The policy did not save much. It did not strengthen the Church behind the Iron Curtain, though it did secure the release from prison – at the cost of permanent exile – of several bishops. The one local Church that remained steadfast and strong under communism was in Poland, and there the primate, Cardinal Stefan Wyszyński, insisted that he, and he alone, would deal with the Polish communists. Such was his towering stature that he kept Vatican diplomats at bay for some 30 years, blocking the ne plus ultra of Vatican diplomacy, a full-status nunciature and exchange of ambassadors. He judged the price of that to be too high.
Cardinal Zen has rather the same view.

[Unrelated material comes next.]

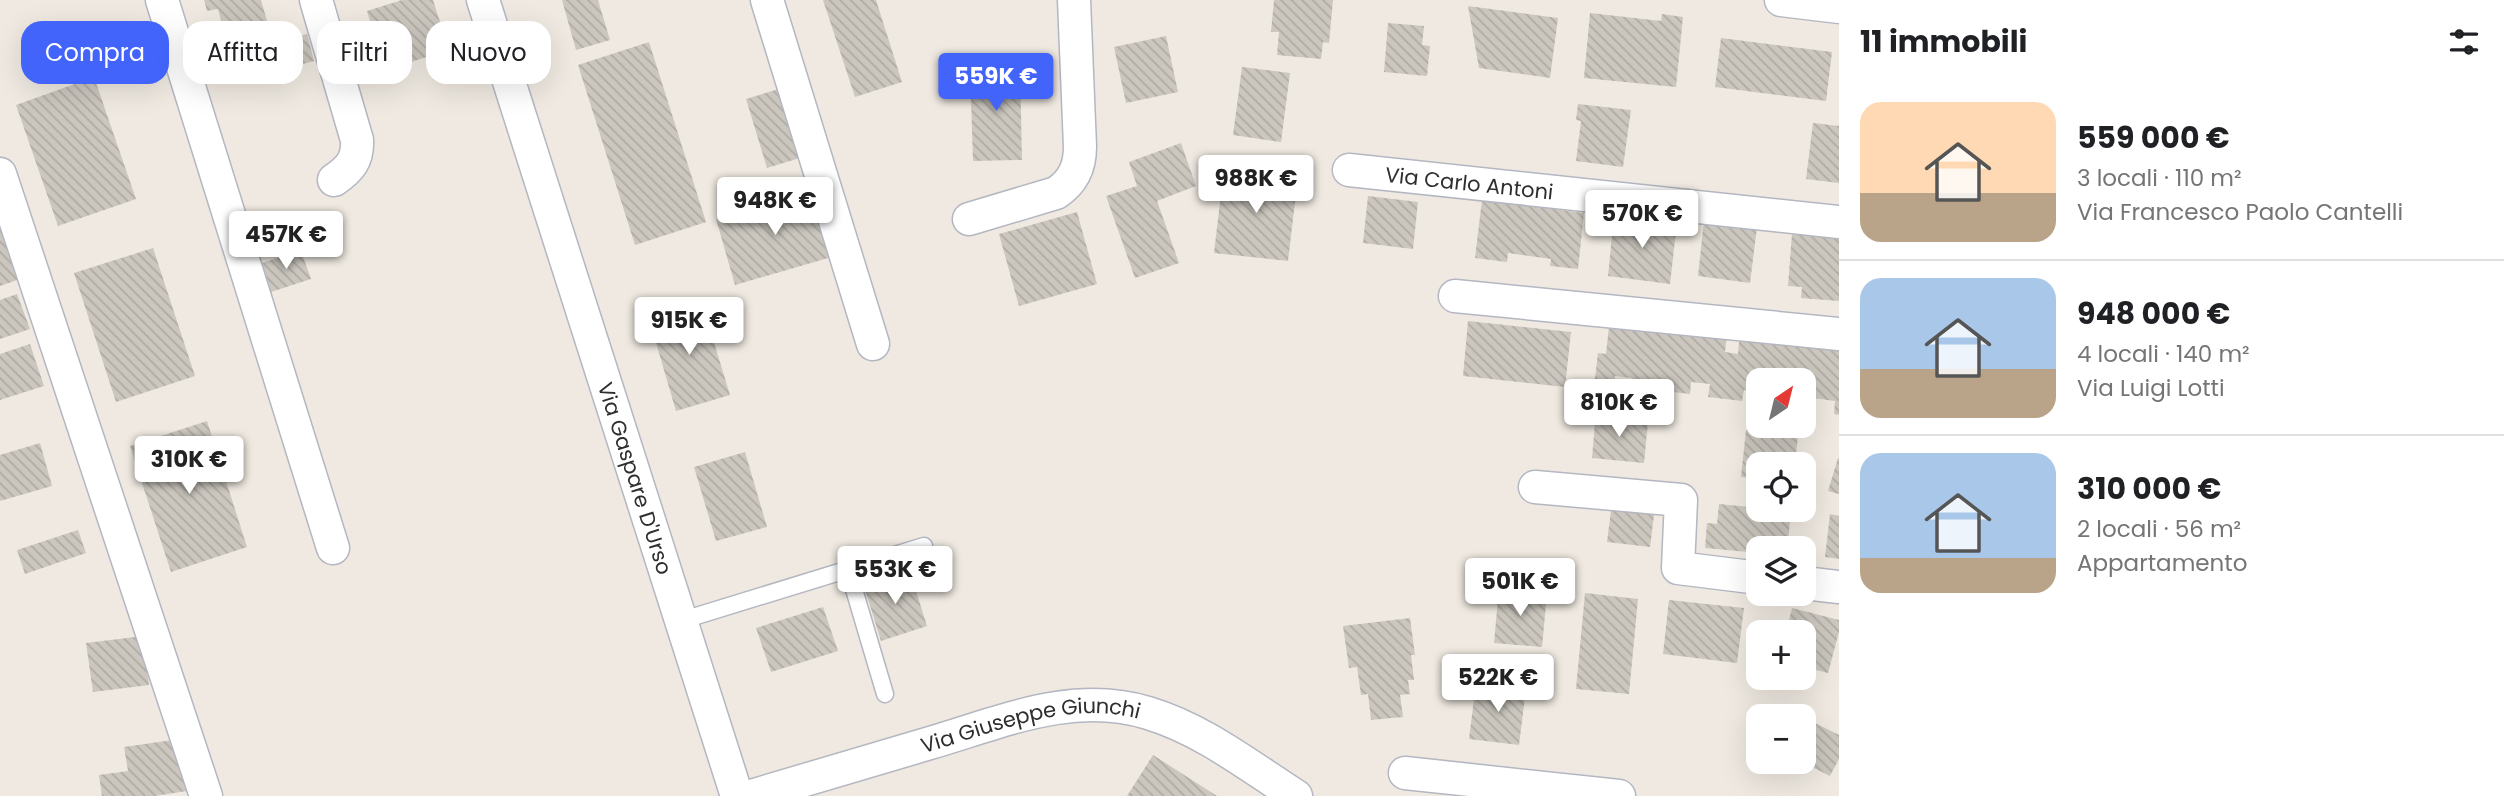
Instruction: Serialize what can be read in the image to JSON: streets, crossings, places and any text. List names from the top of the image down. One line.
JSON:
{"streets":{"street":["Via Carlo Antoni","Via Gaspare D'Urso","Via Giuseppe Giunchi"]},"north":"top right","page":{"heading":"11 immobili","chip":["Compra","Affitta","Filtri","Nuovo"],"price":["559K €","988K €","948K €","570K €","457K €","915K €","810K €","310K €","553K €","501K €","522K €"],"list":[{"name":"559 000 €","note":"3 locali · 110 m² · Via Francesco Paolo Cantelli"},{"name":"948 000 €","note":"4 locali · 140 m² · Via Luigi Lotti"},{"name":"310 000 €","note":"2 locali · 56 m² · Appartamento"}],"map_buttons":["+","−"]}}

The difference today is that we are able to hear the disagreements openly.
“In the Church there is a full right to disagree and to tell one’s own criticisms, and that the Holy See has a moral duty to listen to them and to evaluate them carefully,” Cardinal Pietro Parolin, the Vatican secretary of state, said in defending his China policy. “It is legitimate to have different views over the most appropriate responses to the problems of the past and present. That is entirely reasonable.”
Cardinal Parolin may well think that a “far eastern politics” will succeed where Ostpolitik failed. But he acknowledges that his view is not the only one, and that those who have suffered most are in disagreement with him. Whereas under the original Ostpolitik the Vatican’s diplomats could do their work in secret, and the underground Church had little recourse, today Cardinal Zen ensures that the betrayal of the Church in China – as he sees it – will have to be accomplished in the open.
After Cardinal Parolin’s defence of the Holy See’s China policy, a senior official – perhaps the cardinal himself, but certainly someone authorised by him – gave a lengthy interview to America magazine in which he laid out the path ahead with the Chinese regime.
“It is a suffered accord; it is not a good one, it is not the one we would like, but it is the best that we can get at this moment,” anonymous source said. The best that we can get. Salvare il salvabile.
Cardinal Zen argues that no accord is better than a bad accord. Don’t save what the communists will let you save, he argues. That is an illusion offered by fraudsters. The better way is to save your integrity and the fidelity of Catholic witness.
I am inclined to side with Cardinal Zen. He has history on his side, and he knows China better than any in the Vatican diplomatic corps. But I also am inclined take his side because he is man who speaks clearly and has evident courage.
In 2013 I hosted Cardinal Zen in Kingston for our annual dinner in support of our mission on campus, the St John Fisher Dinner. I invited him – without having any relationship with him – because I admired him greatly. Yet I was shocked when he accepted. For a retired octogenarian, the trip from Hong Kong was long and tiring. Why did he accept?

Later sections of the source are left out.